Das Interesse war groß, der Saal in der Residenz der deutschen Botschafterin war bis auf den letzten Platz gefüllt. Angesichts der vielen Konflikte und Gewaltakte weltweit, bei denen immer wieder auch eine religiöse Komponente mitschwingt, wollten die Zuhörenden wissen, wie ein Dialog zwischen den beiden Religionen gelingen kann. Immerhin waren bei vielen Anwesenden, die zum großen Teil aus dem Umfeld der Römischen Kurie sowie dem beim Heiligen Stuhl akkreditierten Diplomatischen Korps kamen, die Spannungen nach der Regensburger Rede von Papst Benedikt XVI. noch stark präsent. Die Veranstaltung fand in zeitlicher Nähe zum zehnten Jahrestag jenes Vortrags statt, in dem Benedikt XVI. über das Verhältnis von Glaube und Vernunft sprach und mit einem islamkritischen ­Zitat des mittelalterlichen byzantinischen Kaisers Manuel II. Palaiologos (1350–1425) in der musli­mischen Welt für einen Sturm der Entrüstung sorgte. Schon im direkten Nachgang zu diesen Reaktionen entstanden verschiedene Dialoginitiativen christlicher und islamischer Theologen. Im Pontifikat von Papst Franziskus hat sich das Verhältnis weiter ­entspannt, bis hin zum denkwürdigen Treffen des katholischen Kirchenoberhaupts mit dem ­Groß-Scheich der Kairoer Al-Azhar-Universität, Ahmad Mohammad al-Tayyeb, im Mai 2016.

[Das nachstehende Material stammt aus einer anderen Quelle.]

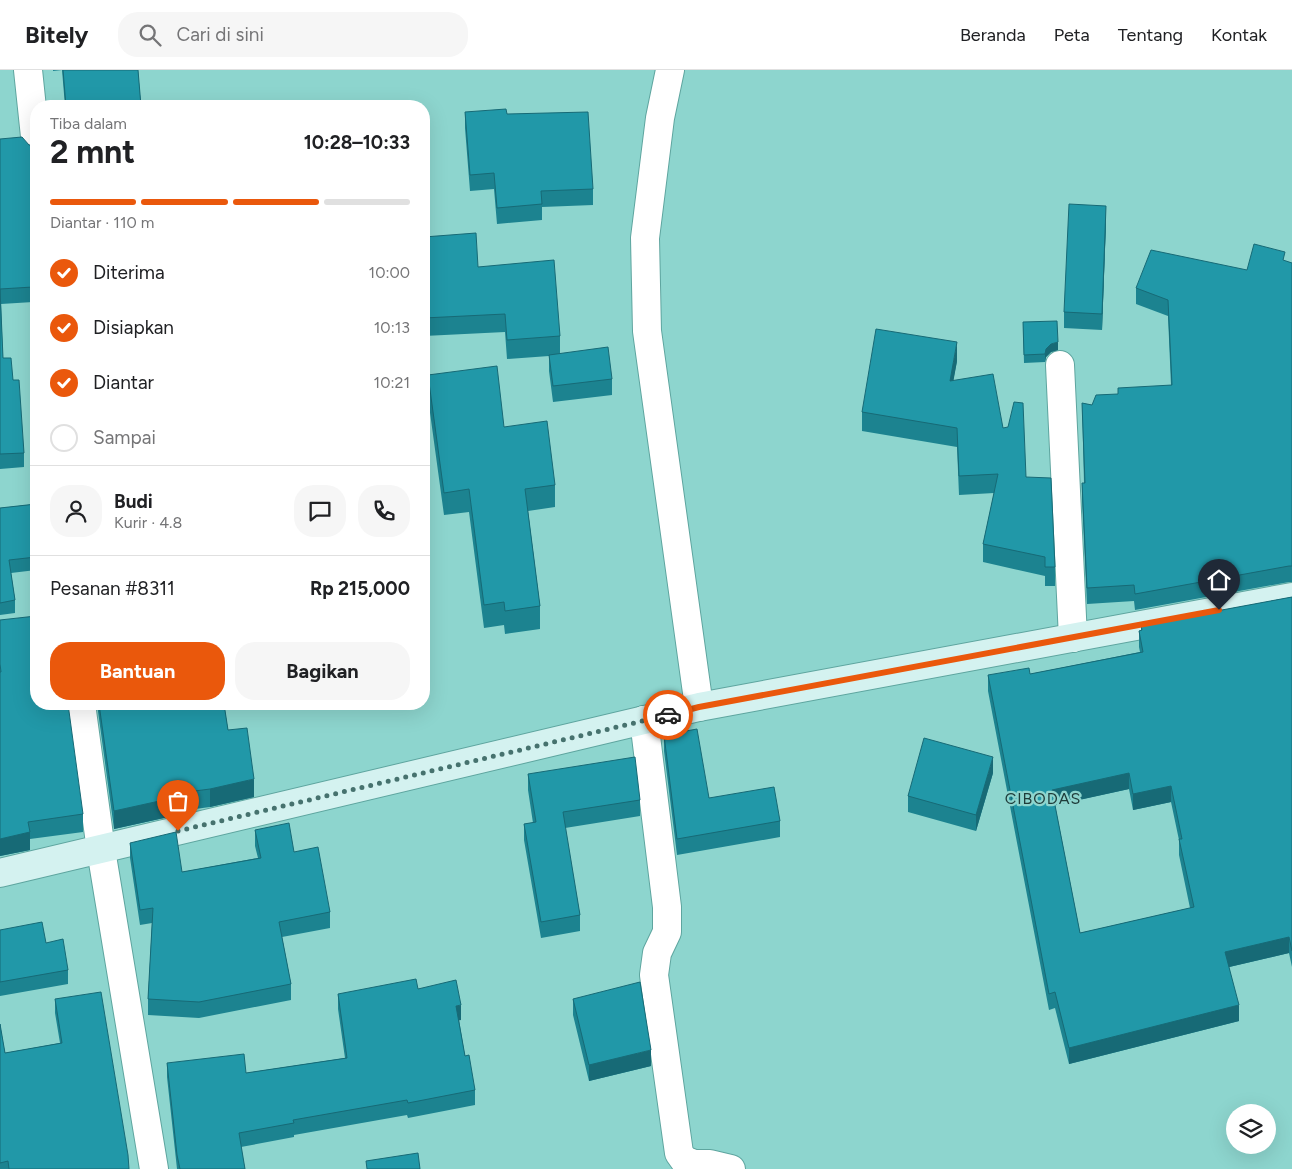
<!DOCTYPE html>
<html lang="id">
<head>
<meta charset="utf-8">
<style>
	:root { --surface:#fff; --page:#f6f6f6; --text:#202124; --muted:#757577; --line:#e0e0e0; --accent:#ea580c }
	body { margin:0; font-family:Figtree,sans-serif; background:var(--page); color:var(--text); height:100vh; display:flex; flex-direction:column; font-size:19px; white-space:nowrap }
	* { box-sizing:border-box; margin:0 }
	p { font-size:16px; color:var(--muted) }
	.icon { flex:none; width:28px; height:28px; fill:none; stroke:currentColor; stroke-width:2; stroke-linecap:round; stroke-linejoin:round }
	.map { position:relative; flex:1; overflow:hidden }
	.panel { position:absolute; left:30px; top:30px; width:400px; height:610px; display:flex; flex-direction:column; background:var(--surface); border-radius:20px; box-shadow:0 5px 20px #0002 }
	.panel>* { flex:none }
	.fabs { position:absolute; left:1226px; top:1034px; display:grid; gap:10px }
	.fabs a { display:grid; place-items:center; width:50px; height:50px; border-radius:50%; background:var(--surface); box-shadow:0 5px 20px #0002; font-size:25px }
	.pin { position:absolute; display:grid; place-items:center; width:42px; height:42px; color:#fff; margin:-51px -21px; border-radius:50% 50% 50% 0; rotate:-45deg; box-shadow:0 0 5px #0007 }
	.pin .icon { rotate:45deg }
	.courier { position:absolute; display:grid; place-items:center; width:50px; height:50px; margin:-25px; border:4px solid #ea580c; border-radius:50%; background:#fff; color:#222; box-shadow:0 1px 6px #0007 }
	.headline em { font-style:normal; font-weight:700 }
	.headline div { display:flex; flex-direction:column-reverse }
	.headline { display:flex; align-items:center; justify-content:space-between; height:85px; padding:0 20px }
	h1 { font-size:32px; font-weight:700; line-height:38px }
	.bar { display:grid; grid-template-columns:repeat(4,1fr); gap:8px 5px; align-content:center; height:60px; padding:0 20px }
	.bar i { height:6px; border-radius:4px; background:var(--line) }
	.bar .selected { background:var(--accent) }
	.bar p { grid-column:span 4 }
	.line { display:flex; align-items:center; gap:12px; padding:0 20px; border-top:1px solid var(--line) }
	.line div { flex:1 }
	.round { display:grid; place-items:center; flex:none; width:52px; height:52px; border-radius:20px; background:var(--page) }
	ol { padding:0 20px; list-style:none }
	li { display:flex; align-items:center; gap:15px; height:55px }
	li p { margin-inline-start:auto }
	li .icon { padding:5px; border-radius:50%; background:var(--accent); color:#fff; stroke-width:4 }
	li:last-child { color:var(--muted) }
	li i { width:28px; height:28px; border:2px solid var(--line); border-radius:50% }
	.action { display:flex; gap:10px; margin-top:auto; padding:10px 20px }
	.action a { flex:1; height:58px; border-radius:20px; background:var(--accent); color:#fff; font-size:20px; font-weight:700; line-height:58px; text-align:center }
	.action a+a { background:var(--page); color:var(--text) }
	header { display:flex; align-items:center; gap:30px; box-sizing:border-box; height:70px; padding:0 25px; background:var(--surface); border-bottom:1px solid var(--line) }
	header strong { font-size:24px }
	nav { display:flex; gap:28px; margin-inline-start:auto; font-size:18px }
	.search { width:350px; height:45px; background:var(--page); display:flex; align-items:center; gap:12px; box-sizing:border-box; padding:0 18px; border-radius:20px; color:var(--muted); font-size:19px }
	.map>svg:first-child { display:block }
	.lines { fill:none; stroke-linecap:round; stroke-linejoin:round }
	.minor-casing { stroke:#5ea59f; stroke-width:30 }
	.secondary-casing { stroke:#5ea59f; stroke-width:30 }
	.minor { stroke:#fff; stroke-width:28 }
	.secondary { stroke:#d4f2f0; stroke-width:28 }
	.wall { fill:#1c8390; fill-rule:evenodd }
	.shaded-wall { fill:#176a76 }
	.building { fill:#2198a8; stroke:#176a76; fill-rule:evenodd }
	.done { stroke:#46726e; stroke-width:5; stroke-dasharray:0 9 }
	.route { stroke:#ea580c; stroke-width:6 }
	.labels { text-anchor:middle; dominant-baseline:central; stroke-width:4.5; stroke-linejoin:round; paint-order:stroke }
	.quarter-label { font-size:16px; letter-spacing:1px; fill:#1f3c3a; stroke:#8dd5ce }
</style>
</head>
<body>
<header>
<strong>Bitely</strong>
<div class="search"><svg class="icon" aria-label="search" viewBox="0 0 24 24"><circle cx="10" cy="10" r="6"/><path d="M15 15l6 6"/></svg>Cari di sini</div>
<nav><a>Beranda</a><a>Peta</a><a>Tentang</a><a>Kontak</a></nav>
</header>
<div class="map">
<svg width="1292" height="1099" viewBox="0 0 1292 1099">
	<rect width="100%" height="100%" fill="#8dd5ce"/>
	<g class="lines">
		<!-- minor casing -->
		<g class="minor-casing">
			<path id="minor" d="M28,0L36,76
				M670,0L660,48L645,168L647,261L699,637
				M1060,295L1073,568
				M81,634L101,780L154,1099
				M644,650L667,837V862L657,883L654,905L679,1083L684,1090L694,1094H710L731,1099"/>
		</g>
		<!-- secondary casing -->
		<g class="secondary-casing">
			<path id="secondary" d="M0,803L699,637L1292,527"/>
		</g>
		<!-- minor -->
		<use href="#minor" class="minor"/>
		<!-- secondary -->
		<use href="#secondary" class="secondary"/>
	</g>
	<!-- wall -->
	<path class="wall" d="M53,0H138L141,36H65L62,0L53,1Z
		M465,42L507,44L593,119V135L542,137V150L497,154L494,119L470,121L465,58Z
		M0,69L36,76V208H33V232L1,234L3,288L13,310L24,383V397L0,399Z
		M1106,152L1102,260L1064,258V242Z
		M424,167L478,197L560,266V283L612,309V325L553,332L549,301V286L507,289L505,262L424,266Z
		M1285,191L1292,193V512H1289L1135,540L1134,531L1087,534L1082,429V413H1084L1082,333L1092,335L1118,324L1171,315L1168,246L1136,234V218L1247,200Z
		M1023,252L1058,280L1051,282L1046,287L1045,292L1024,293Z
		M957,291L953,311L1003,358L1026,407L1055,497V516H1045V506L983,492V474L994,423L959,425L957,377L862,361V342Z
		M428,305L555,415V437L528,441L540,536V559L505,564L504,555L484,558L469,442L444,445L428,328Z
		M36,434V500L11,503L15,530V543L0,545V438Z
		M1292,527V897L1289,883L1229,897L1239,951L1069,994L1055,938L1049,940L988,621V605L1030,604L1140,582L1139,577V561L1141,560V555ZM1129,719L1133,740L1171,732L1179,770V785L1190,838L1080,863L1055,735Z
		M0,550L83,744V762L30,769V780L0,786Z
		M97,634H224L228,660L254,727L210,737L173,742V746L114,759Z
		M664,665L709,728L780,751V767L677,785L664,681Z
		M993,703L976,761L908,742V726Z
		M528,704L640,730V746L565,758L580,845V861L541,868L524,770V754L533,753L528,720Z
		M255,760L294,782L330,842V858L282,867L291,914V930L199,948L148,945V929L152,853L140,855L130,788V773L182,802L258,788L255,776Z
		M0,860L46,873L68,900V914L0,926Z
		M418,919L461,950H459L465,986L475,1020V1035L408,1048L407,1045L294,1065V1067L241,1077L245,1099H177L167,1007V993L246,1003L345,988L338,939V924Z
		M55,929L129,1099H0V954L5,983L60,973L55,943Z
		M573,929L651,996L589,1011L573,945Z"/>
	<!-- shaded-wall -->
	<path class="shaded-wall" d="M1106,136V152L1102,260V244Z
		M957,272V291L950,330V311Z
		M1058,272V280L1051,282L1046,287L1045,292V284L1046,279L1051,274Z
		M993,687V703L976,761V745Z
		M1129,703V719L1052,736V720Z
		M254,709V727L210,737V719Z
		M1171,716V732L1133,740V724Z
		M173,728V746L114,759V741Z
		M30,762V780L0,786V769Z
		M1289,867V883L1225,898V882Z
		M461,935V950L456,951V936Z
		M1239,935V951L1069,994V978Z
		M651,980V996L589,1011V995Z"/>
	<!-- building -->
	<path class="building" d="M63,0H138L141,36H66Z
		M506,39L507,44L588,42L593,119L541,121L542,134L497,138L494,103L470,105L465,42Z
		M22,67L29,75L36,76V193H32L33,217L0,219L3,288H11L13,310H19L24,383L0,384V69Z
		M1069,134L1106,136L1102,244L1064,242Z
		M476,163L478,197L554,190L560,266L507,270L505,244L424,248V167Z
		M1254,174L1285,182L1283,190L1292,193V496H1289L1135,524L1134,515L1087,518L1082,413H1085L1082,333L1092,335L1096,325L1118,324V318L1172,315L1168,230L1136,218L1151,180L1247,200Z
		M1057,251L1058,272L1051,274L1046,279L1045,284L1024,285L1023,252Z
		M876,259L957,272L950,311L993,304L1003,358L1008,357L1014,332L1023,333L1026,407L1051,408L1055,497H1045V487L983,474L998,404L959,406L957,358L862,342Z
		M608,277L612,309L553,316L549,285Z
		M497,296L504,357L547,351L555,415L525,419L540,536L505,541L504,532L484,535L469,419L444,423L428,305Z
		M36,434V487L9,490L15,530L0,533V438Z
		M1292,527V881L1289,867L1225,882L1239,935L1069,978L1055,922L1049,924L988,605L1029,598L1030,604L1143,582L1139,561L1142,560L1141,555ZM1129,703L1133,724L1171,716L1182,769H1179L1194,837L1080,863L1052,720Z
		M36,546V634H68L83,744L28,752L30,762L0,769V602H1L0,594V550Z
		M99,634H224L228,660L247,658L254,709L210,719L172,724L173,728L114,741Z
		M697,659L709,728L774,717L780,751L677,769L664,665Z
		M924,668L993,687L976,745L908,726Z
		M635,687L640,730L563,742L580,845L541,852L524,754L536,752L528,704Z
		M289,753L294,782L318,777L330,842L279,852L291,914L199,932L148,929L153,838L140,840L130,773L176,762L182,802L261,788L255,760Z
		M42,852L46,873L63,869L68,900L0,912V860Z
		M416,909L418,919L456,910L461,935L456,936L465,986L469,985L475,1020L408,1033L407,1030L293,1050L294,1053L239,1063L245,1099H180L177,1085L167,993L244,984L246,1003L347,988L338,924Z
		M640,912L651,980L589,995L573,929Z
		M101,922L128,1085L129,1099H9L8,1091L0,1093V954L5,983L62,973L55,929Z
		M418,1083L420,1099H367L366,1091Z"/>
	<g class="lines">
		<!-- done -->
		<path class="done" d="M178,761L668,645"/>
		<!-- route -->
		<path class="route" d="M668,645L699,637L1219,540"/>
	</g>
	<g class="labels">
		<!-- quarter labels -->
		<g class="quarter-label">
			<text x="1043" y="728">CIBODAS</text>
		</g>
	</g>
</svg>
<div class="fabs">
<a><svg class="icon" aria-label="layers" viewBox="0 0 24 24"><path d="M12 4l9 5-9 5-9-5zM3 14l9 5 9-5"/></svg></a>
</div>
<div class="pin" style="left:178px;top:761px;background:#ea580c"><svg class="icon" aria-label="bag" viewBox="0 0 24 24"><path d="M5 8h14l-1 12H6zM9 8a3 3 0 0 1 6 0"/></svg></div>
<div class="pin" style="left:1219px;top:540px;background:#1f2937"><svg class="icon" aria-label="home" viewBox="0 0 24 24"><path d="M3 11l9-7 9 7M6 9v11h12V9"/></svg></div>
<div class="courier" style="left:668px;top:645px"><svg class="icon" aria-label="car" viewBox="0 0 24 24"><path d="M5 17H2v-5l4-1 3-4h7l3 4 3 1v5h-3M9 17h6M6 11h13"/><circle cx="7" cy="17" r="2"/><circle cx="17" cy="17" r="2"/></svg></div>
<section class="panel">
<div class="headline"><div><h1>2 mnt</h1><p>Tiba dalam</p></div><em>10:28–10:33</em></div>
<div class="bar"><i class="selected"></i><i class="selected"></i><i class="selected"></i><i></i><p>Diantar · 110 m</p></div>
<ol>
<li><svg class="icon" aria-label="check" viewBox="0 0 24 24"><path d="M5 12l5 5 9-10"/></svg>Diterima<p>10:00</p></li>
<li><svg class="icon" aria-label="check" viewBox="0 0 24 24"><path d="M5 12l5 5 9-10"/></svg>Disiapkan<p>10:13</p></li>
<li><svg class="icon" aria-label="check" viewBox="0 0 24 24"><path d="M5 12l5 5 9-10"/></svg>Diantar<p>10:21</p></li>
<li><i></i>Sampai</li>
</ol>
<div class="line" style="height:90px"><a class="round"><svg class="icon" aria-label="person" viewBox="0 0 24 24"><circle cx="12" cy="8" r="4"/><path d="M4 21q1-7 8-7t8 7"/></svg></a><div><b>Budi</b><p>Kurir · 4.8</p></div><a class="round"><svg class="icon" aria-label="chat" viewBox="0 0 24 24"><path d="M4 5h16v11H9l-5 4z"/></svg></a><a class="round"><svg class="icon" aria-label="phone" viewBox="0 0 24 24"><path d="M5 4h4l2 5-3 2q2 4 5 5l2-3 5 2v4C11 20 4 13 5 4z"/></svg></a></div>
<div class="line" style="height:65px"><div>Pesanan #8311</div><b>Rp 215,000</b></div>
<div class="action"><a>Bantuan</a><a>Bagikan</a></div>
</section>
</div>
</body>
</html>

Die Al-Azhar-Universität ist ein maßgebliches Lehrinstitut des sunnitischen Islams, dem weltweit etwa 80 bis 90 Prozent der Muslime angehören. Der Scheich al-Azhar hatte bei seinem Aufenthalt in Deutschland im März 2016 das Zentrum für Islamische Theologie an der Westfälischen Wilhelms-Universität in Münster besucht. Auch wenn bisweilen widersprüchliche Signale aus Kairo kommen, was die Bereitschaft zum Dialog und etwa die Akzeptanz der Religionsfreiheit betrifft, wollte al-Tayyeb die Einrichtung in Münster und die theologische Schule unterstützen, die dort unter maßgeblicher Leitung von Professor Mouhanad Khorchide seit 2011 aufgebaut und betrieben wird und die eben jenes Verständnis des Islams vertritt, das mit voller Überzeugung sagen kann: »Gott ist Barmherzigkeit«. Die Vorstellung provoziert, und zwar in eine doppelte Richtung: Zum einen ist dieses Gottesverständnis innerhalb des Islams umstritten. Zum anderen verbinden viele Nicht-Muslime mit dem Islam nicht »Barmherzigkeit«. Die öffentliche Wahrnehmung ist eine andere; auch wenn dabei außer Acht gelassen wird, dass das verbreitete Bild des Islams sehr stark durch dessen fundamentalistische Formen geprägt ist. ­Islam sei aber nicht mit Gewalt gleichzusetzen, betont Papst Franziskus beinahe gebetsmühlenartig. Und doch wird es immer wieder gemacht.